O Ministério Público de Minas Gerais (MPMG) anunciou nesta sexta-feira, 3, ter impetrado nova ação civil pública contra a Vale, dessa vez por problemas causados à população de Barão dos Cocais (MG).

Entre outros, são pedidos indenização de R$ 100 mil por danos morais para os moradores que deixaram a área de risco, R$ 300 mil para quem tem imóveis na região e R$ 2 bilhões a título de danos morais coletivos para reconstituição dos bens lesados.

Para o MP, houve "reiteradas condutas abusivas e ofensivas a direitos humanos e fundamentais perpetradas na execução de atividades ligadas às barragens de rejeitos Sul Superior e Sul Inferior", que fazem parte do complexo minerário Gongo Soco.

A denúncia aponta ainda que a ameaça de rompimento de barragem mudou a rotina dos mais de 30 mil moradores de Barão dos Cocais.

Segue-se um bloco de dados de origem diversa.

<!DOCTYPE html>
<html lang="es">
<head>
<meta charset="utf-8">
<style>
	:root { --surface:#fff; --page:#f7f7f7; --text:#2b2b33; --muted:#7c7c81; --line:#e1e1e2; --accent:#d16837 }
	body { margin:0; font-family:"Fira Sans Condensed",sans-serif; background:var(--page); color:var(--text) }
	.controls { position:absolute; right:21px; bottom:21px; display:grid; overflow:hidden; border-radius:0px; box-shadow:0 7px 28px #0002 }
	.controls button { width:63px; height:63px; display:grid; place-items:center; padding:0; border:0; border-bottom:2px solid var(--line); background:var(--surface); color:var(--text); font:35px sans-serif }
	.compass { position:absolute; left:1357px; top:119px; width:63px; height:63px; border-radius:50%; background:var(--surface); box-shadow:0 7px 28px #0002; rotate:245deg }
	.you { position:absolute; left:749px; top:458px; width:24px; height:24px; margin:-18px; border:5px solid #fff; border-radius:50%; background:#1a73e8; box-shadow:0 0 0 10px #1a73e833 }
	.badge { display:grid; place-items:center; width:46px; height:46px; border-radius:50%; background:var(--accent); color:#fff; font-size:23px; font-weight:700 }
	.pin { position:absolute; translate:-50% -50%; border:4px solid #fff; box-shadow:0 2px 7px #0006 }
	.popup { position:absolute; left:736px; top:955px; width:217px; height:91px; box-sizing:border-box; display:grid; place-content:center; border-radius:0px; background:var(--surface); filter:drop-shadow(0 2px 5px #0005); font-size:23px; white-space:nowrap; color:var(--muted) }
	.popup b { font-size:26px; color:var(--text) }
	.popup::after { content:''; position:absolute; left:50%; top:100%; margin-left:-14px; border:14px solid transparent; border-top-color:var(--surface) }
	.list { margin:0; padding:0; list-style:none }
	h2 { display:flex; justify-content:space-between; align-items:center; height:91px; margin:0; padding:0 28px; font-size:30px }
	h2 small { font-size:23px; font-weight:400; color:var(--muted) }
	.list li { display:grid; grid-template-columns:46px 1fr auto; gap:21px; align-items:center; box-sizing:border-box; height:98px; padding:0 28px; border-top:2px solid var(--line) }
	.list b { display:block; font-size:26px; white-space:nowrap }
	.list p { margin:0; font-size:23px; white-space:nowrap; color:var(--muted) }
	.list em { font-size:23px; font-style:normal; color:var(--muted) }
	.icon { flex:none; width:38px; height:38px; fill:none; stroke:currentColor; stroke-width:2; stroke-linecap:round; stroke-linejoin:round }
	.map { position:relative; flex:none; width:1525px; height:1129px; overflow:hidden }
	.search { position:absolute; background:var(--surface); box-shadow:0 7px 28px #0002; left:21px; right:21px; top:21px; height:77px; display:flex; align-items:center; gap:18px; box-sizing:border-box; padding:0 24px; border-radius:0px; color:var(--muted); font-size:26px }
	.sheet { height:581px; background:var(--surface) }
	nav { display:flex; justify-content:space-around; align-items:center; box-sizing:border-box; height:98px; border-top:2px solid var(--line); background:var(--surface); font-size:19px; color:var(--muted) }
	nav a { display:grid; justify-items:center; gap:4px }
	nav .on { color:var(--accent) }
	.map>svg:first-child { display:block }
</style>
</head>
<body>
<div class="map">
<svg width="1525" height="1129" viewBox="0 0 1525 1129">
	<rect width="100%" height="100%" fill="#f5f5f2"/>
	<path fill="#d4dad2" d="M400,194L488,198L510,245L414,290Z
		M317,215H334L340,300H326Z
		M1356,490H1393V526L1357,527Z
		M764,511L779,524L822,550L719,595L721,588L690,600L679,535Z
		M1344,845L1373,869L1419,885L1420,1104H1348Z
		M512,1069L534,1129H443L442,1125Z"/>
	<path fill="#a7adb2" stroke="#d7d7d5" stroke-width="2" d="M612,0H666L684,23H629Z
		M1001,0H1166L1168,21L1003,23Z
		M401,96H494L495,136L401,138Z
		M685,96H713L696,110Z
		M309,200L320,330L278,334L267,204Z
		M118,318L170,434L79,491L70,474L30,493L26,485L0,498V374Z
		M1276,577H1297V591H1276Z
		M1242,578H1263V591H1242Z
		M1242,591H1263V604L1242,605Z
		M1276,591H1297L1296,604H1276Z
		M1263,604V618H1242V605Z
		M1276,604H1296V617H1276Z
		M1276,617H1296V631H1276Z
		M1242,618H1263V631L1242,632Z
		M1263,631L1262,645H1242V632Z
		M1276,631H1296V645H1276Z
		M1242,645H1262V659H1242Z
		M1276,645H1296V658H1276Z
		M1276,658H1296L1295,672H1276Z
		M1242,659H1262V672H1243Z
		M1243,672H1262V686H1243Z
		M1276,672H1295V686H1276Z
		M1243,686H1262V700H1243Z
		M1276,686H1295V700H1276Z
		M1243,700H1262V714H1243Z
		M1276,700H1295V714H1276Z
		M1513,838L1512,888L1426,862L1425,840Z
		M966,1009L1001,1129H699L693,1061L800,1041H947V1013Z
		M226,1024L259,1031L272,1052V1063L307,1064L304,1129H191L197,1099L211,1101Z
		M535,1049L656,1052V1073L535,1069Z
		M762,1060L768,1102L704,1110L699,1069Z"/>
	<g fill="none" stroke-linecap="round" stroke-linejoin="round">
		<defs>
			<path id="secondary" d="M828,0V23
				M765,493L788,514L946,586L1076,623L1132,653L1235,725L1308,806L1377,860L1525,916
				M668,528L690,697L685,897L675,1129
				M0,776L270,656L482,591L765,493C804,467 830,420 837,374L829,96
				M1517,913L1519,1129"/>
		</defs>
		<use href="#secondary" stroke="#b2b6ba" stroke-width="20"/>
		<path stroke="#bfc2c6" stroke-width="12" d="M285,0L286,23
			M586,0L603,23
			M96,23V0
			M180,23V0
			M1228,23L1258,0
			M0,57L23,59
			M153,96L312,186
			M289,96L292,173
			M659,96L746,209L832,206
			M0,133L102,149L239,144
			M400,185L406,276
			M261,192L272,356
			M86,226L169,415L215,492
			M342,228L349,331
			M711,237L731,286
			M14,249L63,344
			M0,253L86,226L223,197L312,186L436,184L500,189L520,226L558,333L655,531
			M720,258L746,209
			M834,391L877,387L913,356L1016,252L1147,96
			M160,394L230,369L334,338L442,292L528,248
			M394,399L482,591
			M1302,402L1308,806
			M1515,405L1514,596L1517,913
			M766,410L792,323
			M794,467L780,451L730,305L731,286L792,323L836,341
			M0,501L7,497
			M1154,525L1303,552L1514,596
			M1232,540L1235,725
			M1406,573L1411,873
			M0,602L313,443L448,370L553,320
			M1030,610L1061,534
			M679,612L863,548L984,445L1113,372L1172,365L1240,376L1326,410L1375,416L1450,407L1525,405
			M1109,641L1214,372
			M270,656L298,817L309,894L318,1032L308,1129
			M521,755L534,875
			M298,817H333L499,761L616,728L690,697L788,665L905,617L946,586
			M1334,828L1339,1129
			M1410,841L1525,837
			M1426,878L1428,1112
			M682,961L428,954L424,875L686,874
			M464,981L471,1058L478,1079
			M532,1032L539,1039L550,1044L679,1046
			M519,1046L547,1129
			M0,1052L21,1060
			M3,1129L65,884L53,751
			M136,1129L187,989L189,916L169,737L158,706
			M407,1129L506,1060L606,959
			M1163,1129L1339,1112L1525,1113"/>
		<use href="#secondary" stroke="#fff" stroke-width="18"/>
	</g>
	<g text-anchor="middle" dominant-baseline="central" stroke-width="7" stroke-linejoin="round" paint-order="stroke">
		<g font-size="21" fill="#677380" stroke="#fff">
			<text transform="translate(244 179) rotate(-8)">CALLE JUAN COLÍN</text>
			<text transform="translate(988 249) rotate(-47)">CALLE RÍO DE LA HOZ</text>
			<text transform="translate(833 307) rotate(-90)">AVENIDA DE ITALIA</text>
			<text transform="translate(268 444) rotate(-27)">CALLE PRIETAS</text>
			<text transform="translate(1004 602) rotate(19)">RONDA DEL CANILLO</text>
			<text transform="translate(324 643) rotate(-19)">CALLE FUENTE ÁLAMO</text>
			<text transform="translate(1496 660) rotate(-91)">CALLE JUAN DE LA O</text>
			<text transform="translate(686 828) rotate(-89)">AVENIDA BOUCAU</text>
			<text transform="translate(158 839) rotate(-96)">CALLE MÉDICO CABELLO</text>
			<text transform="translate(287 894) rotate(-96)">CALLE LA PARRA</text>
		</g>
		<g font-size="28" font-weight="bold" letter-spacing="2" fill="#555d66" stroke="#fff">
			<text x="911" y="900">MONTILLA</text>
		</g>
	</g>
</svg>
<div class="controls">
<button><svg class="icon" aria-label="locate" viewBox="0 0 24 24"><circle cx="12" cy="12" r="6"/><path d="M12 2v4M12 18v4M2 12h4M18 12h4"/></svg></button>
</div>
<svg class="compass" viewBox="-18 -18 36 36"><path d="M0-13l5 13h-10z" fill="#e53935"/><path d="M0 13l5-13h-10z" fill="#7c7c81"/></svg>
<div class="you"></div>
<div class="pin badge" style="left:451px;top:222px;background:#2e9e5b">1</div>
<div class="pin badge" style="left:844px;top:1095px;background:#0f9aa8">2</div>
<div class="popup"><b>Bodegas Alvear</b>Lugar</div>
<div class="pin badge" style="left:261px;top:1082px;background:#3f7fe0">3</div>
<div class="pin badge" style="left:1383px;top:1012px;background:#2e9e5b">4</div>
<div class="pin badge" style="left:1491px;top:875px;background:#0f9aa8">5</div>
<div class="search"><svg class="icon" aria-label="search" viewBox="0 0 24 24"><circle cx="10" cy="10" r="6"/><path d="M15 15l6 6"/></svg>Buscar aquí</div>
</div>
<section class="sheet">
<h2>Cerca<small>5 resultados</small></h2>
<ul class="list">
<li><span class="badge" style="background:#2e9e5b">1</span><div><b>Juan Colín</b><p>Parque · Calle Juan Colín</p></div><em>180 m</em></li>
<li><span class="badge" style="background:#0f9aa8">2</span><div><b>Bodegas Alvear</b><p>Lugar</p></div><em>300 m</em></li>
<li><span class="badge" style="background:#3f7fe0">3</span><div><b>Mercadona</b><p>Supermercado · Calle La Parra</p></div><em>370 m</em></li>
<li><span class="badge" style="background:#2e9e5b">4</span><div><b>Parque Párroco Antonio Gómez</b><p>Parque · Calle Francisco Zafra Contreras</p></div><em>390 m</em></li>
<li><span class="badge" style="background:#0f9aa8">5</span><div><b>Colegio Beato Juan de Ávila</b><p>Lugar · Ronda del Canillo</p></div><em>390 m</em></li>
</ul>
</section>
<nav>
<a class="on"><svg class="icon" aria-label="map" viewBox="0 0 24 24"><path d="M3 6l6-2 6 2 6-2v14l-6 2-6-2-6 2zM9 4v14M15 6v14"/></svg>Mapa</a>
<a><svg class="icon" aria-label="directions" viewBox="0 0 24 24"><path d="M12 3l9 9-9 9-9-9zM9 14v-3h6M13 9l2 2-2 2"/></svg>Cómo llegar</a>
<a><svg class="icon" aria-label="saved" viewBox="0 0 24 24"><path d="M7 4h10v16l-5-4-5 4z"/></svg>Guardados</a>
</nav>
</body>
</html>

Desde o dia 8 de fevereiro, data em que as sirenes tocaram e 500 pessoas tiveram de deixar seus imóveis, a apreensão tomou conta da cidade.

A situação piorou em 22 de março, quando o risco na barragem subiu para o nível 3, o maior no que refere ao perigo de rompimento. As sirenes então voltaram a tocar e diversas medidas tiveram de ser tomadas no município, como a suspensão das aulas nas redes pública e privada.

Procurada para se manifestar, a Vale informou que ainda não foi notificada sobre os pedidos da promotoria. "Avaliaremos as medidas adequadas quando tivermos acesso ao teor", esclareceu sobre a ação civil pública.